Similarly, observational research has produced inconsistent results regarding the causal relationship between frequency of alcohol consumption and urolithiasis. Some studies reported a negative correlation [20, 52, 53], while others found no association between the two parameters [21, 49]. The discrepancy in conclusions is also attributed to the inevitable confounding factors in traditional observational studies, such as recall bias during questionnaire surveys. Subsequently, Yang et al. and coworkers performed an MR analysis and found that alcohol intake frequency increased the risk of urolithiasis [54]. While our method aligns with theirs, our MR results cannot be considered an independent replication of their findings. First, we employed a dataset with a larger sample size, adding more confidence to our study. Second, there was no sample overlap between our study cases and controls, eliminating weak instrument bias and Type I error rates. Lastly, we further explored the causality between alcohol intake frequency and urolithiasis. Although we did not identify any substances mediating their relationship in blood metabolism, this may direct future investigations. There is a need to broaden the search scope for blood metabolites or explore alternative approaches to clarify the potential mechanisms behind their causal relationship.
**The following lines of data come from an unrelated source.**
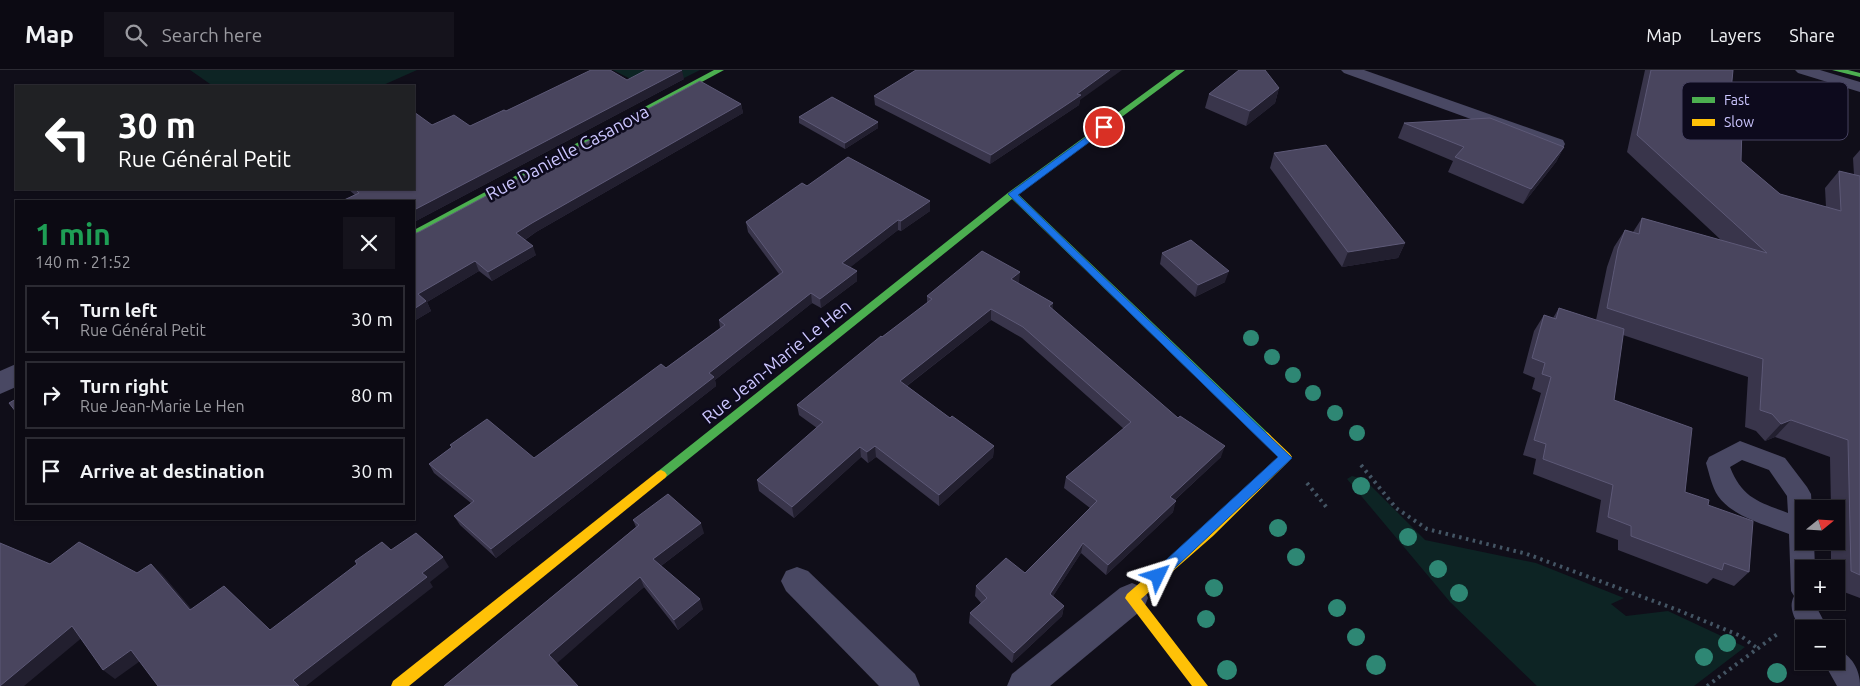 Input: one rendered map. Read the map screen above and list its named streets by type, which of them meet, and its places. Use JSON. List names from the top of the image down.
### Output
{
  "streets": {
    "street": ["Rue Danielle Casanova", "Rue Jean-Marie Le Hen"]
  },
  "legend": ["Fast", "Slow"],
  "north": "right",
  "page": {
    "header": "Map",
    "search": "Search here",
    "nav": ["Map", "Layers", "Share"],
    "turn": ["30 m", "Rue Général Petit"],
    "heading": ["1 min", "140 m · 21:52"],
    "list": [
      {
        "name": "Turn left",
        "note": "Rue Général Petit",
        "value": "30 m"
      },
      {
        "name": "Turn right",
        "note": "Rue Jean-Marie Le Hen",
        "value": "80 m"
      },
      {
        "name": "Arrive at destination",
        "value": "30 m"
      }
    ],
    "map_buttons": ["+", "−"]
  }
}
The strengths of this study include the use of MR analysis, which introduces a novel approach to exploring the causal link between lifestyle factors and urolithiasis while reducing bias caused by confounding factors. Additionally, we employed MR-PRESSO to remove SNPs that might introduce bias, ensuring that they are significantly associated with exposure but unrelated to the outcome. Furthermore, the SNPs used in our analysis had F-statistics greater than 10 to ensure statistical power, and we performed several sensitivity analyses to further confirm the consistency of causal associations. In addition, we selected 249 blood metabolites to explore potential mechanisms underlying the causal link between lifestyle factors and urolithiasis. Nevertheless, this study does come with several limitations. Firstly, despite employing various methods to control bias during the analysis, complete elimination of bias is unlikely. Secondly, our study exclusively relied on GWAS data from individuals of European ancestry, potentially constraining the generalizability of our findings. Thus, future studies should include individuals from diverse ethnic backgrounds. Thirdly, our analysis did not differentiate the composition of stones, which might affect the associations between lifestyle factors and urolithiasis and warrants further investigation.

Conclusion

In summary, this study revealed the associations between cigarettes smoked per day, alcohol intake frequency, and tea intake and the risk of urolithiasis. Additionally, phenylalanine was identified as a causal mediator for the increased risk of urolithiasis due to smoking and XL_VLDL_PL_pct was identified as a causal mediator for the reduced risk associated with tea intake. These findings hold significant implications for precise interventions targeting lifestyle-related metabolites to prevent urolithiasis. Furthermore, the study findings deepen our understanding of the potential mechanisms underlying the connection between lifestyle factors and urolithiasis, providing additional targets for future prevention and intervention strategies for urolithiasis.